17. The method of claim 16, wherein formatting the emergency alert data according to a voice-over-IP (VOIP) class of service, comprises:

executing a machine learning generated script to format the emergency alert data.

18. The method of claim 10, further comprising:

establishing a virtual private network connection between the connectivity device located at the ECC, and a screened network of the ECC comprising the CAD system.

19. A cloud-based emergency data management system comprising:

a connectivity device, comprising at least one processor and a non-volatile, non-transitory memory, operatively coupled to the processor, the connectivity device located at an emergency communication center (ECC), operatively coupled to an ECC functional entity, an ECC computer-aided-dispatch (CAD) system, and a first processor of the cloud-based emergency data management system; and

a second processor, operatively coupled to the first processor, the second processor operative to receive emergency alert data and send the emergency alert data to the first processor, the first processor operative to:

receive the emergency alert data from the second processor;

convert the emergency alert data into ANI/ALI (Automatic Number Identification/Automatic Location Identification) formatted data; and

send the ANI/ALI formatted data to the connectivity device;

the connectivity device operative to:

send the ANI/ALI formatted data to the CAD system located at the ECC, such that the ANI/ALI formatted data appears to the CAD system as ANI/ALI data from the ECC functional entity.

20. The cloud-based emergency data management system of claim 19, wherein the second processor is further operative to:

receive emergency alert data comprising: home security alarm data, fire alarm data, and medical bracelet alarm data.

21. The cloud-based emergency data management system of claim 19, wherein the connectivity device is further operative to:

send the ANI/ALI data as serial text data.

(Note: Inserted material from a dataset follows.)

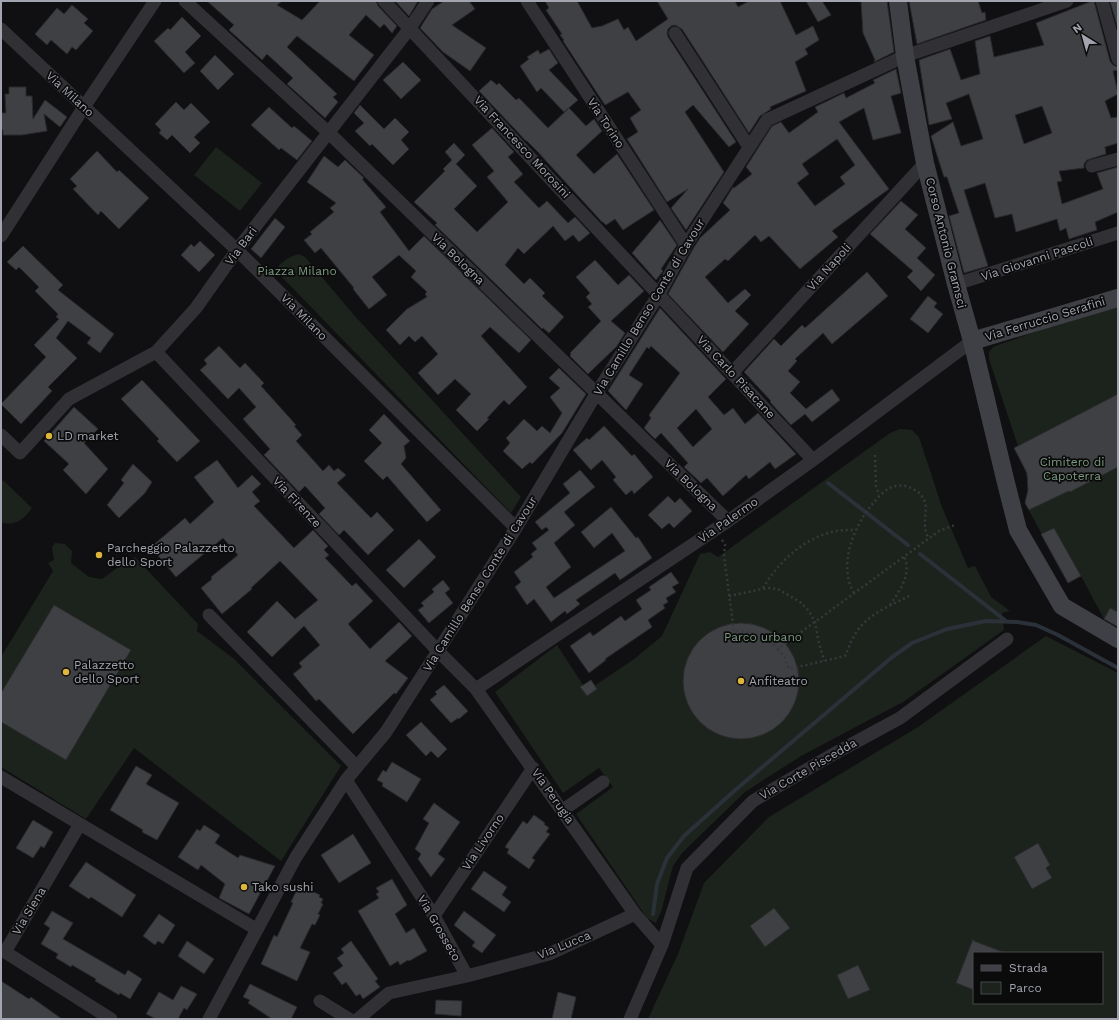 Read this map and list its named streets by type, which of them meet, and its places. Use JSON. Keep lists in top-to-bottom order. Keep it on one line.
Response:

22. The cloud-based emergency data management system of claim 19, wherein the connectivity device is further operative to:

send the ANI/ALI formatted data over a transmission control protocol (TCP) connection between the connectivity device and the CAD system.

23. The cloud-based emergency data management system of claim 19, wherein the first processor, is further operative to:

execute a machine learning generated script, to convert the emergency alert data into ANI/ALI formatted data.

24. The cloud-based emergency data management system of claim 19, wherein the first processor is further operative to:

format the emergency alert data according to a specific class of service.

25. The cloud-based emergency data management system of claim 24, wherein the first processor is further operative to:

format the emergency alert data according to a voice-over-IP (VOIP) class of service.

26. The cloud-based emergency data management system of claim 19, wherein the connectivity device is further operative to:

establish a virtual private network connection between the connectivity device located at the ECC, and a screened network of the ECC comprising the CAD system.